Opinion
No. 08-72236.
The panel unanimously finds this case suitable for decision without oral argument. See Fed.R.App.P. 34(a)(2).
Filed November 14, 2008.
Eduardo Lopez-Hernandez, pro se.
Elba Margarita Estrada, pro se.
Ana Judith Lopez Estrada, pro se.
Elizabeth Lopez Estrada, pro se.
OIL, DOJ-U.S. Department of Justice, Washington, DC, CAC-District, Office of The District Counsel Department of Homeland Security, Los Angeles, CA Ronald E. Lefevre, Office of The District Counsel Department of Homeland Security, San Francisco, CA, for Respondent.
On Petition for Review of an Order of the Board of Immigration Appeals. Agency Nos. A075-728-620, A075-728-621, A078-111-931, A078-111-932.
Before: TROTT, GOULD and TALLMAN, Circuit Judges.
This disposition is not appropriate for publication and is not precedent except as provided by 9th Cir. R. 36-3.
This is a petition for review from the Board of Immigration Appeals' ("BIA") denial of a motion to reopen immigration proceedings. We review the BIA's denial of a motion to reopen for abuse of discretion. See Perez v. Mukasey, 516 F.3d 770, 773 (9th Cir. 2008).
An alien who is subject to a final order of removal is limited to filing one motion to reopen removal proceedings, and that motion must be filed within 90 days of the date of entry of a final order of removal. 8 U.S.C. § 1229a(c)(7)(A), (C)(i); 8 C.F.R. § 1003.2(c)(2). Because petitioners' January 18, 2008 motion to reopen was filed more than 90 days after the BIA's August 25, 2006 final administrative order, the BIA did not abuse its discretion in denying petitioners' untimely motion to reopen. See id.
Nor did the BIA abuse its discretion in determining that petitioners failed to allege changed circumstances in Mexico that would exempt them from the time limits for filing a motion to reopen. See 8 C.F.R. § 1003.2(c)(3)(ii).
In addition, this court lacks jurisdiction to review the BIA's decision not to reopen proceedings sua sponte. See Ekimian v. INS, 303 F.3d 1153 (9th Cir. 2002).
Accordingly, respondent's unopposed motion for summary disposition is granted because the questions raised by this petition for review are so insubstantial as not to require further argument. See United States v. Hooton, 693 F.2d 857, 858 (9th Cir. 1982) (per curiam) (stating standard).
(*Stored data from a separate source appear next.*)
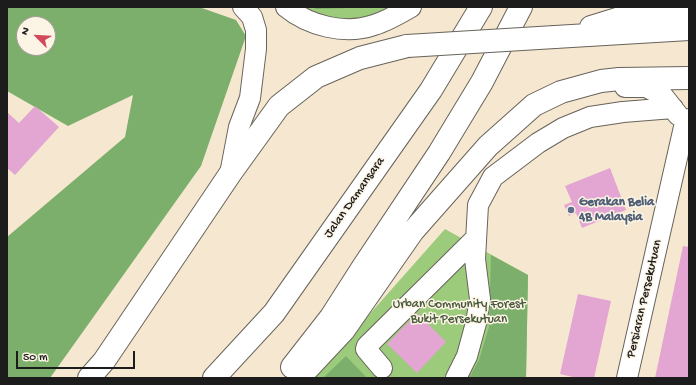 <!DOCTYPE html>
<html>
<head>
<meta charset="utf-8">
<style>
	body { margin:0 }
	#map { position:relative; width:696px; height:385px; overflow:hidden; background:#f6e8d0; font-family:"Gochi Hand",sans-serif }
	canvas { display:block }
	.frame { position:absolute; inset:0; border:8px solid #1c1c1c; pointer-events:none }
	.north { position:absolute; left:16px; top:16px; width:40px; height:40px; box-sizing:border-box; background:#fcf5e5; border:1px solid #a29e95; border-radius:50%; rotate:294deg; font-size:11px; font-weight:700; line-height:16px; text-align:center; color:#1c1c1c }
	.north::after { content:''; display:block; margin:auto; width:14px; height:18px; background:#d1495b; clip-path:polygon(50% 0,100% 100%,50% 72%,0 100%) }
	.scale { position:absolute; left:16px; top:351px; width:119px; height:18px; box-sizing:border-box; border:2px solid #1c1c1c; border-top:0; padding-left:5px; font-size:12px; line-height:14px; white-space:nowrap; color:#1c1c1c; -webkit-text-stroke:3px #fcf5e5; paint-order:stroke }
</style>
</head>
<body>
<div id="map">
<canvas width="696" height="385"></canvas>
<div class="frame"></div>
<div class="north">N</div>
<div class="scale">50 m</div>
</div>
<script>
const g = document.querySelector('canvas').getContext('2d');
g.lineJoin = 'round';
function fillPath(path, color) {
  g.fillStyle = color;
  g.fill(path, 'evenodd');
}
function stroke(path, color, width, dash) {
  g.strokeStyle = color;
  g.lineWidth = width;
  g.lineCap = dash ? 'butt' : 'round';
  g.setLineDash(dash || []);
  g.stroke(path);
}
function drawText(font, color, halo, rows, align = 'center') {
  g.font = font + ' "Gochi Hand",sans-serif';
  g.lineWidth = 3;
  g.setLineDash([]);
  g.textBaseline = 'middle';
  g.strokeStyle = halo;
  g.fillStyle = color;
  for (const [text, x, y, turn = 0] of rows) {
    g.save();
    g.translate(x, y);
    g.rotate((+turn || 0) * Math.PI / 180);
    g.textAlign = isNaN(turn) ? turn : align;
    if (halo) g.strokeText(text, 0, 0);
    g.fillText(text, 0, 0);
    g.restore();
  }
}
fillPath(new Path2D(`
	M299 7H393L373 19H337L307 12Z
	M445 229 528 275 526 378H313Z`), '#9bcb7b');
fillPath(new Path2D(`
	M7 7H199L236 20 246 36 201 166 50 378H7V237L125 137 133 95 68 126 7 91ZM24 24H48V48H24Z
	M313 7H381L316 9Z
	M491 255 528 275 526 378H469L479 360 489 327Z
	M346 356 367 378H323Z`), '#7caf6b');
fillPath(new Path2D(`
	M35 106 59 127 15 175 7 168V112L19 123Z
	M610 168 626 210 582 228 576 213 569 216 564 205 572 202 565 186Z
	M683 246 689 247V378H655Z
	M578 294 611 301 594 378H577L560 374Z
	M417 313 446 342 417 373 387 344Z`), '#e3a5d1');
const minor = new Path2D(`
	M286 7C309 26 345 35 374 25 387 21 399 14 411 7
	M625 87H646L663 96 678 115
	M230 174 239 127 250 98 256 49V30L252 17 243 7
	M382 368 366 349 367 346 476 238
	M456 378 467 356 476 323 480 299 475 259 478 205 493 177 538 143 563 128 590 117 623 112 673 108
	M627 378 684 127 689 119`);
const major = new Path2D(`
	M630 17 689 8
	M591 27 617 19 645 7
	M555 37 689 29
	M292 367 331 317 363 267 439 153 482 82 521 7
	M89 378 104 361 230 174 279 106 316 77 360 58 407 46
	M214 378 274 313 431 90 481 7
	M299 378 344 330 413 231 488 146 534 105 561 92 601 81 619 79 689 78`);
stroke(minor, '#68635b', 22);
stroke(major, '#68635b', 24);
stroke(minor, '#fff', 20);
stroke(major, '#fff', 22);
const majorBridge = new Path2D(`
	M407 46 555 37`);
stroke(majorBridge, '#68635b', 24, []);
stroke(majorBridge, '#fff', 22);
for (const [x, y, r, color] of [
	[571,210,4,"#5c6f8a"]
]) {
  const dot = new Path2D();
  dot.arc(x, y, r, 0, 2 * Math.PI);
  g.fillStyle = color;
  g.fill(dot);
  stroke(dot, '#fcf5e5', 1.5);
}
drawText('13px', '#1c1c1c', '#fcf5e5', [
	["Jalan Damansara",355,198,-55],
	["Persiaran Persekutuan",645,299,-77]
]);
drawText('bold 13px', '#4e5e75', '#fcf5e5', [
	["Gerakan Belia",579,203],
	["4B Malaysia",579,218]
], 'left');
drawText('13px', '#48593d', '#fcf5e5', [
	["Urban Community Forest",459,305],
	["Bukit Persekutuan",459,320]
]);
</script>
</body>
</html>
Respondent opposes petitioners' motion for stay of voluntary departure by asserting that petitioners' voluntary departure period had expired by the time petitioners filed their motion to reopen with the BIA However, following the BIA's first decision, petitioners filed a timely petition for review (No. 06-74384) with this court that included a motion for stay of removal and tolled their voluntary departure period. See Desta v. Ashcroft, 365 F.3d 741 (9th Cir. 2004). Because the motion to reopen was filed with the BIA before the mandate issued in petition No. 06-74384, the petitioners' remaining voluntary departure period was tolled. Accordingly, the temporary stay of removal and voluntary departure confirmed by Ninth Circuit General Order 6.4(c) and Desta v. Ashcroft, 365 F.3d 741 (9th Cir. 2004), shall continue in effect until issuance of the mandate.
All other pending motions are denied as moot.